Normal SnowbridgeWhen I was sixteen I approached the edge of a deep crevasse, trying to decide if the collapsed snow bridge inside it would be strong enough for our team to cross so we could get on with our climb. It was 4:30am and everything on the mountain was frozen solid. The full moon was all the light we needed.

I asked for a belay from one of the climbers. He chuckled, a serious violation of the rules. (If a climber asks for a belay there is no question about it, no reaction other than to set the belay.) The belay was set and as I approached the edge of the crevasse a crack formed the size of a box car, completely encircling me. The entire thing could go at any moment, or it was no big deal. My heart beat was telling me it was a big deal. A really big deal. And my buddy that set the belay wasn't chuckling any more.

After a few minutes it appeared that the ice was stable, so the next thing I had to do was cut steps down the inside wall of the crevasse. This way I could use the steps to get to where I could jump over to the collapsed snow bridge and test it to see if it would hold our weight. (People were always asking me why I did this stuff; unless you do it there's no way to explain it.)

After climbing to the bottom step I took a deep breath and jumped over to the snow bridge. I looked down into the blackness of the crevasse and the only way to guess the depth of it was to listen to the ice falling into it and see if you could hear it hit the bottom. I never heard anything hit the bottom.

I jumped up and down on the snow bridge and it was rock solid. Everyone was able to cross with no problems. There was no guarantee, of course, that when we came back down the mountain, and the sun had been on it for a few hours, that it would still hold our weight. We might need to find another route later. Another rule broken. The fact that I'm writing this is a good indicator that we found another route.

I'm writing about this to talk about fear. Did I have to deal with fear during this little episode? Sure. Did I let fear defeat me? It's not that simple. I've read many so called experts write about fear but their words leave me wondering if they've ever felt fear, real fear, cold, numbing fear.

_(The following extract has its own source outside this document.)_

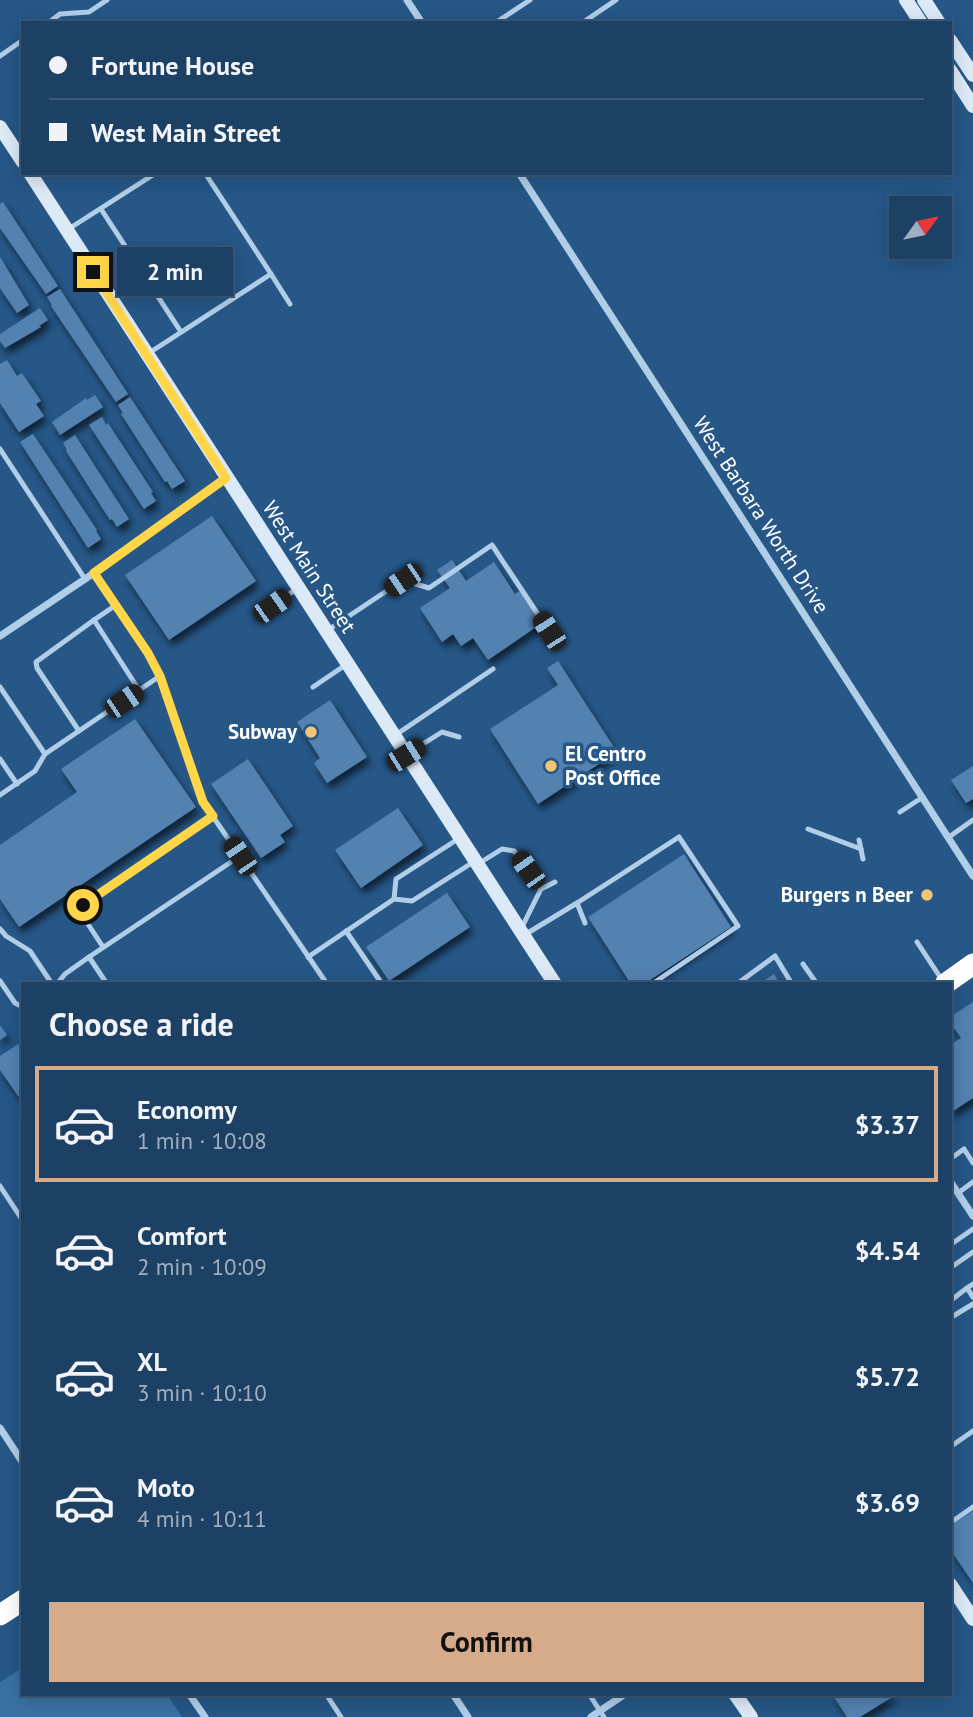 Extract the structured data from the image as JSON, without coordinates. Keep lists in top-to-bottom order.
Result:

Fear isn't something you conquer... it's something you learn to work with. Conquering fear is a trap. It sounds so macho, but fear is like a friend. You learn to trust and respect fear. Fear is always with you and it's there to watch over you. If you 'conquer' fear and you ignore it you usually wind up getting hurt.

Cops, firefighters and mountain climbers, and anyone else that's extended beyond their comfort zone, learn to appreciate fear. They train and work with it, and exercise courage so they can do what they do in spite of it. Fear is ever present, and it should be while your training eventually builds confidence and your friend fear steps aside, or at the very least it stops talking.

Training and experience teach you not only how to use your equipment, but that you can trust your equipment. And, beyond that, you learn that you can trust the guy next to you. When a team knows their job, trusts their equipment, and trusts one another, they're in a good place to get the job done, or the mountain climbed, safely. Trust helps your friend fear to relax and know it's all going to be OK. And, at the end of the day, everyone goes home to their loved ones in one piece.